DATA FOR PROCESSING
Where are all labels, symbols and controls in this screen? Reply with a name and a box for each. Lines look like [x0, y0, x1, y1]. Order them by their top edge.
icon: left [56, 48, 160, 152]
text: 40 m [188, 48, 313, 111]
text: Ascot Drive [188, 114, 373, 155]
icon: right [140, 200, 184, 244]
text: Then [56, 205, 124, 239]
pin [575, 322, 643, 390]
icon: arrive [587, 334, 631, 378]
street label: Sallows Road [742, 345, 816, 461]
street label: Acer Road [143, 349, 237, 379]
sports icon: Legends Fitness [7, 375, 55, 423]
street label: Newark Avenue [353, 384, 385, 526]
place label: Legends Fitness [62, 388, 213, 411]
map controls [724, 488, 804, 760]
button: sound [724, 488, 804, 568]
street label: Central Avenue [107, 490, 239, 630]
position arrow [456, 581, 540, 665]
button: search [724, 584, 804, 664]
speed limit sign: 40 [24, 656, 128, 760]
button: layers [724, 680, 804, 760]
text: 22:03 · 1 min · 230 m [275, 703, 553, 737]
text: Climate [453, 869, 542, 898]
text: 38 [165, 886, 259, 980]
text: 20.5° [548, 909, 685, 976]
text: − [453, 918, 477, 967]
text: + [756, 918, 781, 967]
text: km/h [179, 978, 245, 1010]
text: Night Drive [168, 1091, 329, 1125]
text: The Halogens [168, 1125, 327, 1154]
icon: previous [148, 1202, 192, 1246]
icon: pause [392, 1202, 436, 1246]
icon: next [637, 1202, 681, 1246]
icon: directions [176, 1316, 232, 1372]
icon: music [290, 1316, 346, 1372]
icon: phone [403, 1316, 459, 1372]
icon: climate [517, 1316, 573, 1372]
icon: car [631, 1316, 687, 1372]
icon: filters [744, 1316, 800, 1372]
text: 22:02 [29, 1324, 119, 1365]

TASK BRIEF
Transcribe all the entries exactly, as they stand.

ANSWER TO THIS PROBLEM
Where are all labels, symbols and controls in this screen? Reply with a name and a box for each. Lines look like [x0, y0, x1, y1]. Order them by their top edge.
icon: left [56, 48, 160, 152]
text: 40 m [188, 48, 313, 111]
text: Ascot Drive [188, 114, 373, 155]
icon: right [140, 200, 184, 244]
text: Then [56, 205, 124, 239]
pin [575, 322, 643, 390]
icon: arrive [587, 334, 631, 378]
street label: Sallows Road [742, 345, 816, 461]
street label: Acer Road [143, 349, 237, 379]
sports icon: Legends Fitness [7, 375, 55, 423]
street label: Newark Avenue [353, 384, 385, 526]
place label: Legends Fitness [62, 388, 213, 411]
map controls [724, 488, 804, 760]
button: sound [724, 488, 804, 568]
street label: Central Avenue [107, 490, 239, 630]
position arrow [456, 581, 540, 665]
button: search [724, 584, 804, 664]
speed limit sign: 40 [24, 656, 128, 760]
button: layers [724, 680, 804, 760]
text: 22:03 · 1 min · 230 m [275, 703, 553, 737]
text: Climate [453, 869, 542, 898]
text: 38 [165, 886, 259, 980]
text: 20.5° [548, 909, 685, 976]
text: − [453, 918, 477, 967]
text: + [756, 918, 781, 967]
text: km/h [179, 978, 245, 1010]
text: Night Drive [168, 1091, 329, 1125]
text: The Halogens [168, 1125, 327, 1154]
icon: previous [148, 1202, 192, 1246]
icon: pause [392, 1202, 436, 1246]
icon: next [637, 1202, 681, 1246]
icon: directions [176, 1316, 232, 1372]
icon: music [290, 1316, 346, 1372]
icon: phone [403, 1316, 459, 1372]
icon: climate [517, 1316, 573, 1372]
icon: car [631, 1316, 687, 1372]
icon: filters [744, 1316, 800, 1372]
text: 22:02 [29, 1324, 119, 1365]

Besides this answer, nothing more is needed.